For more than 80 years, the state song has been Maryland, My Maryland. The lyrics come from a poem by James Ryder Randall, who wrote it following a riot in Baltimore in April 1861, when southern sympathizers attacked Union troops.
The lyrics refer to President Abraham Lincoln’s “despot heel” and urges his fellow Marylanders to “avenge the patriotic gore that flecked the streets of Baltimore.”
The song was “a plea for his native state to take what he saw as its rightful place among the states who left the Union to form the Confederacy,” according to a Maryland State Archives study of the song’s history.
Safety For Student Athletes
This law requires athletic programs at all public colleges and universities to adopt and implement guidelines to prevent and treat serious sports-related injuries and illnesses, as well as to supervise athletes who have potentially life-threatening health conditions.
The University System of Maryland, Morgan State University and St. Mary’s College of Maryland also must submit to the General Assembly annual reports on these health and safety guidelines.
The law is named for Jordan McNair, the 19-year-old University of Maryland football player who collapsed from heat stroke during a team workout in May 2018 and later died.
“We're talking about Jordan McNair, who graduated from McDonogh School and was one of the top-rated athletes nationally in football to graduate from high school that year,” said Sen. Chris West, a Baltimore County Republican and one of the bill’s sponsors. “It was very traumatic for Maryland athletes in general and McDonogh School athletes in particular, the University of Maryland football team, also.”
The law, West said, aims to prevent something like what happened to McNair from ever happening again.
A second part of the law allowing student athletes to be paid for their name, image and likeness does not take effect until July 1, 2023.
Cocktails To Go
During the COVID-19 pandemic, Gov. Larry Hogan authorized restaurants and bars to offer beer, wine and cocktails to go. The move was so popular that lawmakers decided to write it into state law — temporarily.
From July 1, 2021 until June 30, 2023, restaurants and bars will be allowed to continue offering carry-out alcoholic beverages, so long as the local liquor board signs off.
There are a few other stipulations. The alcohol must be purchased with food, and it must come in a sealed container with no holes or straws for sipping.
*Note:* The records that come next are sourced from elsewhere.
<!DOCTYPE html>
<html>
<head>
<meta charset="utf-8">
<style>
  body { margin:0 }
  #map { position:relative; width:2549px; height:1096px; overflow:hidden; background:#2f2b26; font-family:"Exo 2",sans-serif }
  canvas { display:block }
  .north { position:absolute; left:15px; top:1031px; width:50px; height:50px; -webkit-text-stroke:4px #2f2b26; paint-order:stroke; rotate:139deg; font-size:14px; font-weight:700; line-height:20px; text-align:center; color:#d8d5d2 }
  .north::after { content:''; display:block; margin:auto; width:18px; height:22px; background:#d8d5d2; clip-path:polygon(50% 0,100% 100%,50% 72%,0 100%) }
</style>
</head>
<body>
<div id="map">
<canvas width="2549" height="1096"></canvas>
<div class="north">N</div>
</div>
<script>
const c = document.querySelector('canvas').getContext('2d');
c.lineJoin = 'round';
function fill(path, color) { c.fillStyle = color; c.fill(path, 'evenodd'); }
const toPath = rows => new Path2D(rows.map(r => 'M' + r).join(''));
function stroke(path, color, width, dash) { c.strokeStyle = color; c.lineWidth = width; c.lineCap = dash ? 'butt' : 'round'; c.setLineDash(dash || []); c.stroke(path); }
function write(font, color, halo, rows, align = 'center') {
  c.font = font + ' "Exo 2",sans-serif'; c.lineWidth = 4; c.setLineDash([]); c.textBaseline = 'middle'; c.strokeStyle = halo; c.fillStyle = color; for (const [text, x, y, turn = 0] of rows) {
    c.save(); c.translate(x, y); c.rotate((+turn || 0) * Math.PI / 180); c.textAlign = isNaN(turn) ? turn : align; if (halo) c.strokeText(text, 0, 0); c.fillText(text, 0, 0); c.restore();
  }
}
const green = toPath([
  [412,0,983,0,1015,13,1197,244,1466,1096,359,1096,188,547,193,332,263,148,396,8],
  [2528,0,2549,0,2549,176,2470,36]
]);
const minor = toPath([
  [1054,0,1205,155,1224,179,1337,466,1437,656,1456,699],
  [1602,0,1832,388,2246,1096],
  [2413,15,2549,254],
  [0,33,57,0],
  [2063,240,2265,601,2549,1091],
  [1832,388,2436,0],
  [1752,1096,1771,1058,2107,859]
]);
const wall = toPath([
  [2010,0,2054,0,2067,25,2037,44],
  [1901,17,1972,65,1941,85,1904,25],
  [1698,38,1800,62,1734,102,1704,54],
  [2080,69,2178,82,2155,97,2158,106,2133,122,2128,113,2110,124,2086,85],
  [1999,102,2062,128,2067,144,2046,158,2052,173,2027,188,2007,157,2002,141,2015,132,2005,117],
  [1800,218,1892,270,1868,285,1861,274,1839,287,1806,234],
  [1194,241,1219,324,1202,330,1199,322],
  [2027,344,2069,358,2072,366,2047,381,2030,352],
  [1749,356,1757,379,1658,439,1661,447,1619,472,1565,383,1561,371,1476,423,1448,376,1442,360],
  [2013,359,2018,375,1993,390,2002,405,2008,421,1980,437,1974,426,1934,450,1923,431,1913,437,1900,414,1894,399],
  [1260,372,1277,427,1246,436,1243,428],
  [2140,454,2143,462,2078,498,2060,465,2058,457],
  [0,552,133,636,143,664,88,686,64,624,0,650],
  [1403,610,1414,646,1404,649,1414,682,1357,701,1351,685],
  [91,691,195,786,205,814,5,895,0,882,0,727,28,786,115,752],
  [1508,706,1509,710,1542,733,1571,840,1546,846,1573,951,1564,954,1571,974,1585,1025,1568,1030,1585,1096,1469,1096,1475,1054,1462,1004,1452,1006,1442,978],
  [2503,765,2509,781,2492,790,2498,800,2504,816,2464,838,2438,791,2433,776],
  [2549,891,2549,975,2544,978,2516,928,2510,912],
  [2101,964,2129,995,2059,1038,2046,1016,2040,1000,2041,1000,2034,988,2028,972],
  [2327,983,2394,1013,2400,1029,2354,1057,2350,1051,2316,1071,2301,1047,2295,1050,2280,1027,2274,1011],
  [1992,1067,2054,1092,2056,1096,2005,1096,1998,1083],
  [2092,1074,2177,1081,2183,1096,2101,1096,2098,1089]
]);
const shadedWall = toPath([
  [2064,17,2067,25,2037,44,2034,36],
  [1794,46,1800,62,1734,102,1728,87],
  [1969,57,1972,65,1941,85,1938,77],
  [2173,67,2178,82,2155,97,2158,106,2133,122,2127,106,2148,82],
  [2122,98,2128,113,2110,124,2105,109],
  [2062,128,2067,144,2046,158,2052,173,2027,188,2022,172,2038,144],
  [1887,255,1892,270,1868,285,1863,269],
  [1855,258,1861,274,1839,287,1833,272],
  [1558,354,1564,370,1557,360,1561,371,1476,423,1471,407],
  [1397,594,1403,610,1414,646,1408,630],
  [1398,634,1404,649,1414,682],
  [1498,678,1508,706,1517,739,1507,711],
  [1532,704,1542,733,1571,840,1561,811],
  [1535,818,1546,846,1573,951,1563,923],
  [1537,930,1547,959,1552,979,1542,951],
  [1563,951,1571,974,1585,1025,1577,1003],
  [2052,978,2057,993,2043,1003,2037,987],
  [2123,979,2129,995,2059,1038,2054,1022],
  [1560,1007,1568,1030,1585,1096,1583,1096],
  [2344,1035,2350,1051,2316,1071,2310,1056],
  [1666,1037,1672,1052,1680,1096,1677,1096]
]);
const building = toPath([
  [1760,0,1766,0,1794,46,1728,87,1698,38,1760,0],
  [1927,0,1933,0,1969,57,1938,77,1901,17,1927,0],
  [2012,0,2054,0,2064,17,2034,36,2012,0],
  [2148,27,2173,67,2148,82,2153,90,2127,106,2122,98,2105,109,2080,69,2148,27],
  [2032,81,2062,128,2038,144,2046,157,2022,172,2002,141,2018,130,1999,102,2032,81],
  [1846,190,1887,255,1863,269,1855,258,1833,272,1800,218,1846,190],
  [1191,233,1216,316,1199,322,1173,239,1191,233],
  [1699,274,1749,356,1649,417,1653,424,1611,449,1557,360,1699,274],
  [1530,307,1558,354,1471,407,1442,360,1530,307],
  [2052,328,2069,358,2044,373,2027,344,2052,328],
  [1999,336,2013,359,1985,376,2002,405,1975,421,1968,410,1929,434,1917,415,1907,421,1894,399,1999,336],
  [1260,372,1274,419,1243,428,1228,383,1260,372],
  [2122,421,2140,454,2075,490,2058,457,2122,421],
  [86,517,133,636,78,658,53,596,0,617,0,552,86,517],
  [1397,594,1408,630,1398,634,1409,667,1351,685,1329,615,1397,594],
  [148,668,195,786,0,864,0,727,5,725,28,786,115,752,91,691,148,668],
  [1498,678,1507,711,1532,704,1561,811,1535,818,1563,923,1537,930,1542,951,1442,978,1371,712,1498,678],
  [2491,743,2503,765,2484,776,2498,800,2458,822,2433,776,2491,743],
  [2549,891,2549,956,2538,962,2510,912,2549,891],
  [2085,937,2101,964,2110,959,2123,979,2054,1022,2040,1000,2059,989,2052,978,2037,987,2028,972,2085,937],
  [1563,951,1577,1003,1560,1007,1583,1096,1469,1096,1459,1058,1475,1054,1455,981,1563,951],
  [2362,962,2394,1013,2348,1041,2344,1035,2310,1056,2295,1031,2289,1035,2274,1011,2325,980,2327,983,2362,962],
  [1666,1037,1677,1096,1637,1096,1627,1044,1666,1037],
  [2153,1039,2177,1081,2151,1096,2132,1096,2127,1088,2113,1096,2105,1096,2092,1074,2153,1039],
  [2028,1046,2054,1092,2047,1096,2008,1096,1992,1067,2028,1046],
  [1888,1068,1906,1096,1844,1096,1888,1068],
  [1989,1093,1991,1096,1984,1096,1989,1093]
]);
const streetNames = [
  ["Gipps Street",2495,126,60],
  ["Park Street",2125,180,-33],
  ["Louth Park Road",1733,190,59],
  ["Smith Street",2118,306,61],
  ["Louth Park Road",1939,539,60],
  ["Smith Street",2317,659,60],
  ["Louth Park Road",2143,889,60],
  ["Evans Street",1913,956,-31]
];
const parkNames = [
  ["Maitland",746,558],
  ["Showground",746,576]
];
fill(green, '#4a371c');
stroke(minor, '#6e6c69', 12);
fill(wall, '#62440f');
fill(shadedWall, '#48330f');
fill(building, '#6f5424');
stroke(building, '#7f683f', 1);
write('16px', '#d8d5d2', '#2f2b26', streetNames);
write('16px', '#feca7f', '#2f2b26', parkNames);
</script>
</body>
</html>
And it cannot be sold or delivered after 11 p.m.
The local liquor board can also restrict these sales, such as by limiting the number of drinks a single person can purchase.
Changes At Maryland Environmental Service
The Maryland Environmental Service came under intense scrutiny after former director Roy McGrath left the agency to become Gov. Larry Hogan’s chief of staff in June 2020. On his way out the door, McGrath negotiated a $238,000 severance payment, plus received thousands more in delayed expense reimbursements. When news of the severance became public, McGrath left his post in Hogan’s office. Since then, new details have emerged about hefty travel expenses and low morale at the quasi-public agency.
The law that takes effect Thursday restructures the agency’s board to limit the power of the person serving as director. It also creates more accountability for travel and other expenses by requiring the director — renamed “executive director” under the law — and deputy director to give the board explanations of all expenses over $500.
Under the new law, the MES board is prohibited from giving severance packages to executives who take other positions in state government within a year of leaving.